LIAM: Rocz has already made that joke to me.
JUSTIN: Yeah.
Yeah, this is true.
LIAM: You're late, [Nova]. You're late, [Nova].
NOVA: Dammit.
JUSTIN: Well, you also have a “come and take it” flag.
LIAM: Yes I do. That's (?) flag. I like flags.
I don't like (?) chuds.
No, I just don't know where it is.
JUSTIN: [laughs]
NOVA: It's a challenge to the listener: Take Liam's flag.
SEAN: [laughs]
JUSTIN: It's hard to do if you lost it.
LIAM: We were talking earlier about parasocial relationships, and how...
if you come and try and jump our fence, you'll be shot.
I will add to that, though.
NOVA: [laughs]
LIAM: If you try and jump the fence, but you manage to take the flag, you will be allowed to proceed without being shot.
SEAN: This is like the most dangerous game with more steps.
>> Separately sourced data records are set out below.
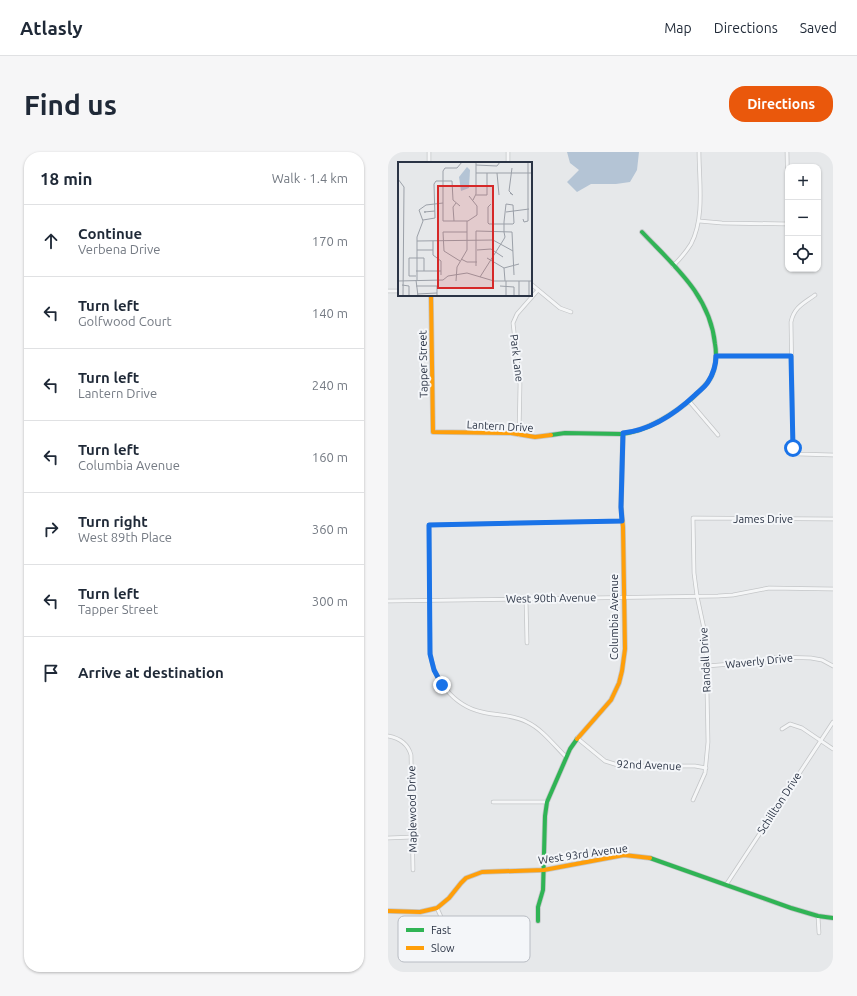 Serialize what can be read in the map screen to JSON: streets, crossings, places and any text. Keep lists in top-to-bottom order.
{
  "streets": {
    "street": [
      "Park Lane",
      "Tapper Street",
      "Lantern Drive",
      "James Drive",
      "West 90th Avenue",
      "Columbia Avenue",
      "Randall Drive",
      "Waverly Drive",
      "92nd Avenue",
      "Schillton Drive",
      "Maplewood Drive",
      "West 93rd Avenue"
    ]
  },
  "crossings": [
    ["Park Lane", "Lantern Drive"],
    ["Tapper Street", "Lantern Drive"],
    ["Lantern Drive", "Columbia Avenue"],
    ["James Drive", "Randall Drive"],
    ["West 90th Avenue", "Columbia Avenue"],
    ["West 90th Avenue", "Randall Drive"],
    ["Columbia Avenue", "92nd Avenue"],
    ["Columbia Avenue", "West 93rd Avenue"],
    ["Randall Drive", "Waverly Drive"],
    ["Randall Drive", "92nd Avenue"],
    ["Schillton Drive", "West 93rd Avenue"]
  ],
  "legend": ["Fast", "Slow"],
  "page": {
    "header": "Atlasly",
    "nav": ["Map", "Directions", "Saved"],
    "buttons": "Directions",
    "title": "Find us",
    "heading": ["18 min", "Walk · 1.4 km"],
    "map_buttons": ["+", "−"],
    "list": [
      ["Continue", "Verbena Drive", "170 m"],
      ["Turn left", "Golfwood Court", "140 m"],
      ["Turn left", "Lantern Drive", "240 m"],
      ["Turn left", "Columbia Avenue", "160 m"],
      ["Turn right", "West 89th Place", "360 m"],
      ["Turn left", "Tapper Street", "300 m"],
      "Arrive at destination"
    ]
  }
} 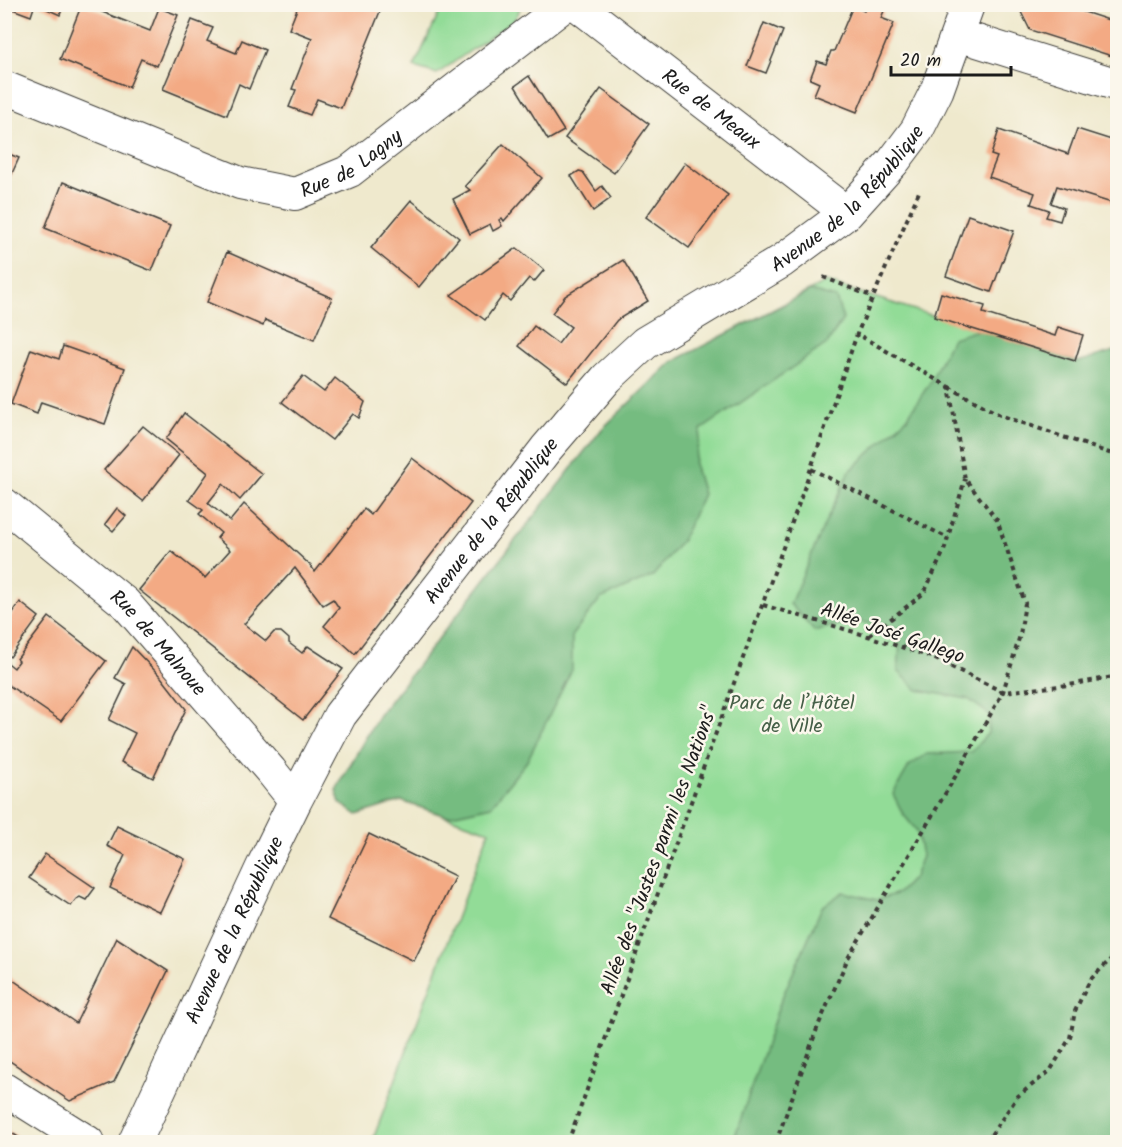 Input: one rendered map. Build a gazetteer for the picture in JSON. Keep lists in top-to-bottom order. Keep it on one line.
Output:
{"streets":{"street":["Rue de Meaux","Rue de Lagny","Avenue de la République","Rue de Malnoue"],"path":["Allée José Gallego","Allée des \"Justes parmi les Nations\""]},"crossings":[["Rue de Meaux","Avenue de la République"],["Avenue de la République","Rue de Malnoue"],["Avenue de la République","Allée des \"Justes parmi les Nations\""],["Allée José Gallego","Allée des \"Justes parmi les Nations\""]],"parks":["Parc de l’Hôtel de Ville"],"scale_bar":"20 m"}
LIAM: You know what? I get bored, Sean. I get bored.
SEAN: Don't we all.
LIAM: I sit and I look at the...
the Ukrainian Orthodox Church across the street from me all day, and I just think to myself, why couldn't you just be Catholic?
NOVA: [laughs]
SEAN: Like the anti-Azov Battalion front.
JUSTIN: The effect of these tunnels was to make Midtown Manhattan real estate easier to access from the Jersey suburbs by car than downtown, right?
Since your suburban commuters could drive in more easily, and also like the big rail terminals were there that were in Manhattan, like Penn Station and Grand Central, right?
So by the 1940s, Downtown Manhattan had started to get real cheap, right?
Companies started moving out, there were a lot of vacant office buildings, there's not a lot of restaurants, cultural amenities, whole place looked like a ghost town after five o'clock, right.
So the idea is, how do we revitalize this area?
And what the New York City government came up with was “more office space”.
They start thinking about building a “World Trade Center”, right?
LIAM: A “World Trade Center”?
JUSTIN: Yes.
LIAM: Crazy.
JUSTIN: So there's lots of World Trade Centers out there, right?
What's a "World Trade Center"?
It's a fancy office building which has paid for a license to call itself a “World Trade Center” from the World Trade Center's Association.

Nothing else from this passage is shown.